Michelle Buteau and Ilana Glazer are leaving a restaurant in a still from the film Babes
Michelle Buteau and Ilana Glazer in Babes (Neon)

Babes wants to be an introspective look at the way female friendships evolve through a very particular stage of life, when women start to make their own families and those families then become the most important people in their lives. However, that concept never seems to break through to Eden. Eden becoming pregnant should be her wake-up call to understanding Dawn and her priorities in life in a brand new way, but instead, Eden becomes even more confused as to why Dawn prioritizes her family over her. You want Eden to break out of this insane sense of co-dependency she has with Dawn, but the film just repeatedly rewards Eden’s horrible behavior while attempting to put the blame on Dawn for not being there for her friend.
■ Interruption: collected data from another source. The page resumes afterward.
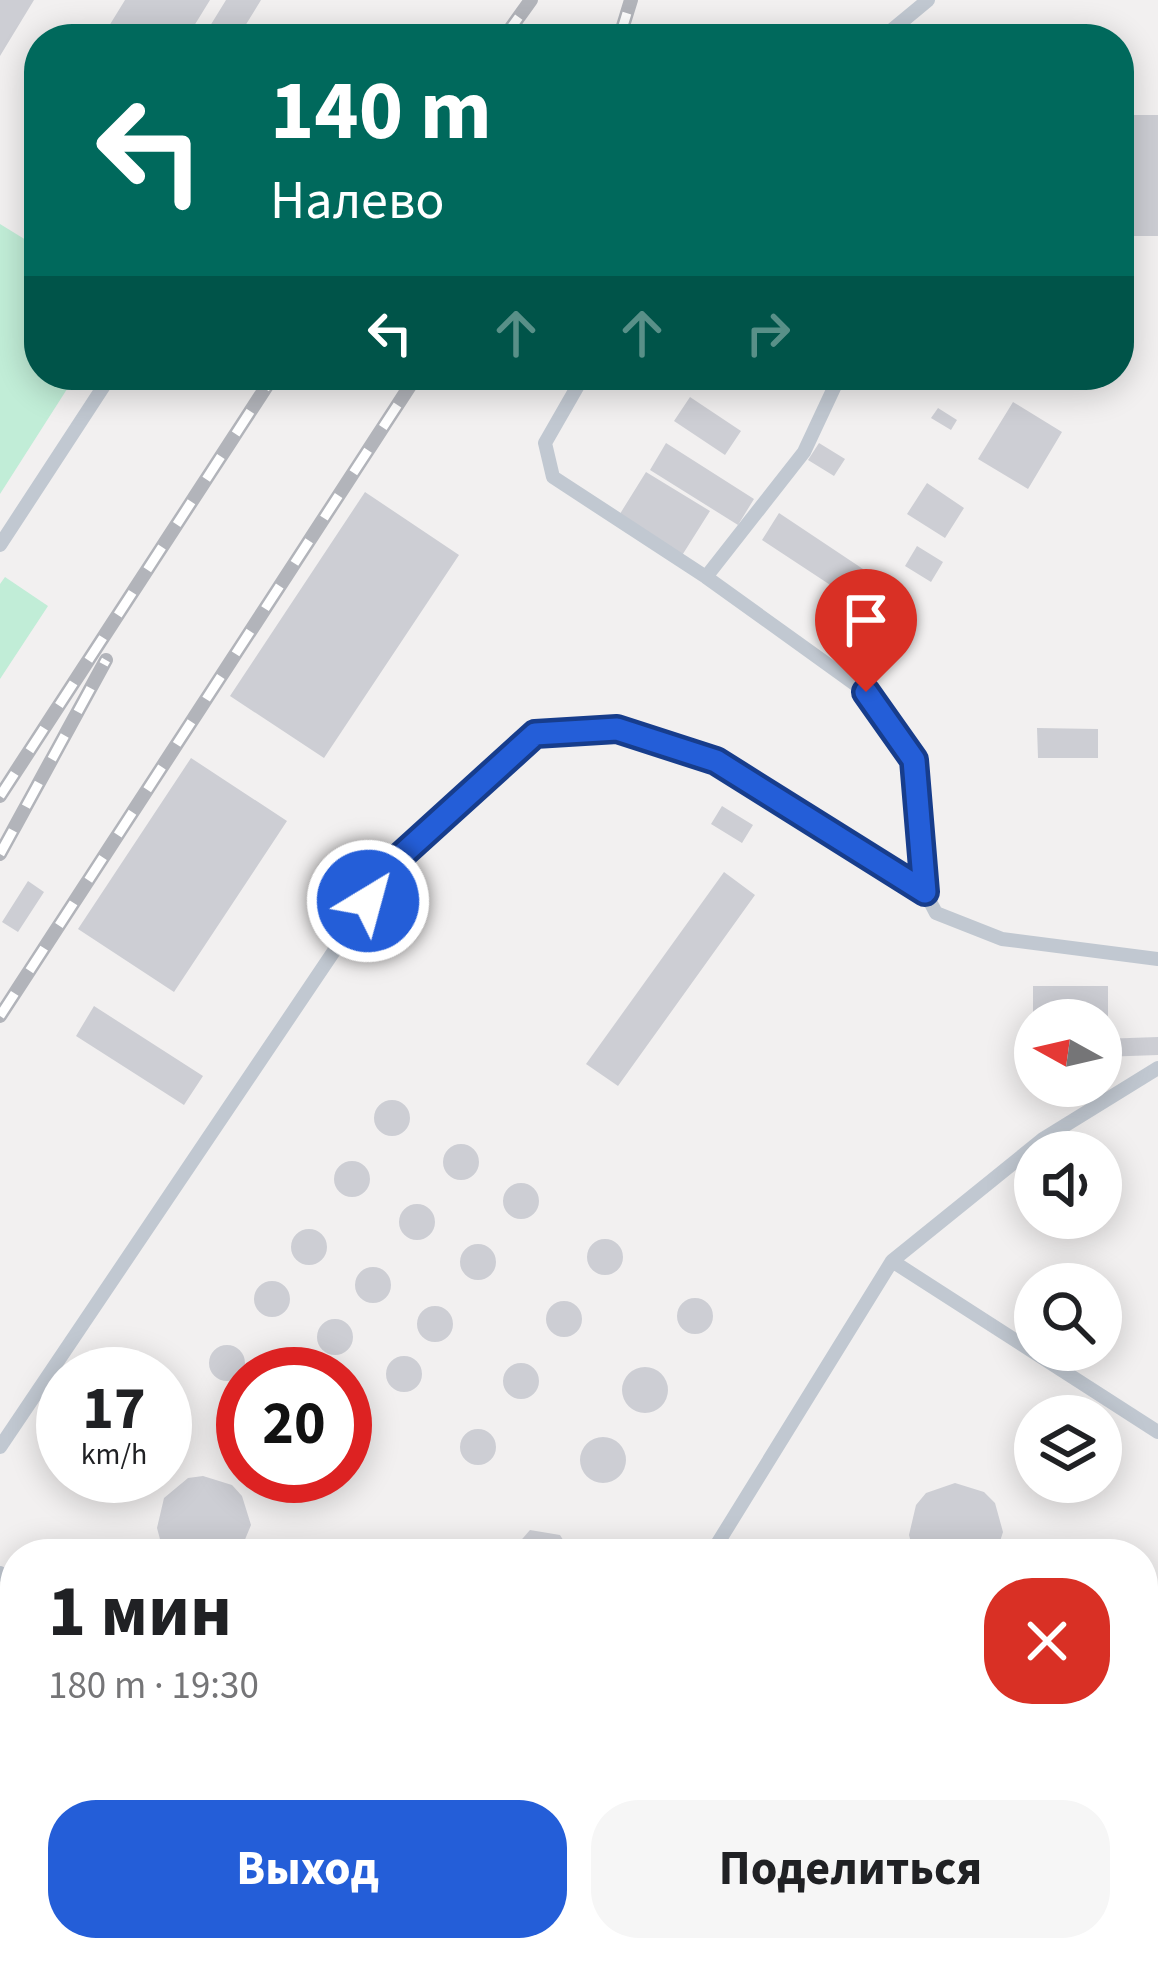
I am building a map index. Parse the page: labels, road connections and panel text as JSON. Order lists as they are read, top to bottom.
{
  "north": "left",
  "page": {
    "turn": ["140 m", "Налево"],
    "speed": "17 km/h",
    "limit": "20",
    "heading": ["1 мин", "180 m · 19:30"],
    "buttons": ["Выход", "Поделиться"]
  }
}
Michelle Buteau is this movie’s shining light. She is so effortlessly good as Dawn, perfectly finding the way to balance humor and sincerity while embodying a character that is all too real to mothers who may watch the film. Dawn, as opposed to Eden, deals with parenting with this aggressive realness. There is no sugarcoating her experience; she is raw and unflinching in the way she tries to navigate life with a newborn, her eldest child regressing for attention, a career she is passionate about but feels guilty for pursuing and a best friend who is adding even more to her plate by not understanding motherhood isn’t something to be taken lightly.

In the movie’s most touching monologue, Dawn says that she feels like she has it all but nothing at all at the same time. She talks about motherhood as a gift but acknowledges the side of this experience that isn’t spoken about that’s clouded by guilt and this feeling that nothing is ever enough. She is genuine in a way that allows audiences to understand why she is such an important person in Eden’s life. Unfortunately, even though her character has so much depth, she is not given the ending she deserves by the film’s writing, which appears to just favor Eden’s character above anything else. 

If you’re a fan of slap-stick comedy and jokes about crude humor centered around things that come out of the human body, maybe this film will land better for you than it did for me. It’s not that the movie is unfunny; it’s just hard to laugh out loud when the main character becomes a progressively worse person throughout, and treats her friend who is in a crisis like her problems don’t matter. The film never addresses Eden’s terrible behavior in a meaningful way and instead tries to leave audiences with this optimism about motherhood and adult friendships that feels entirely too forced. 

While Babes is not a bad film, it’s not a very good one either. Any element of realism that is created in it is shattered by its unyielding and unrealistic optimism. As the movie goes on, it lulls in terms of plot progression and seems to repeat the same conflict over and over again. Unfortunately, the film is too muddled with effortful sincerity to pack the punch it aspires to.


Get it on Apple TV

Babes opened in US theaters on May 17, 2024 and will be available on digital platforms on July 2 and on Bluray on August 6. The film will be released in UK & Irish cinemas on August 9, 2024.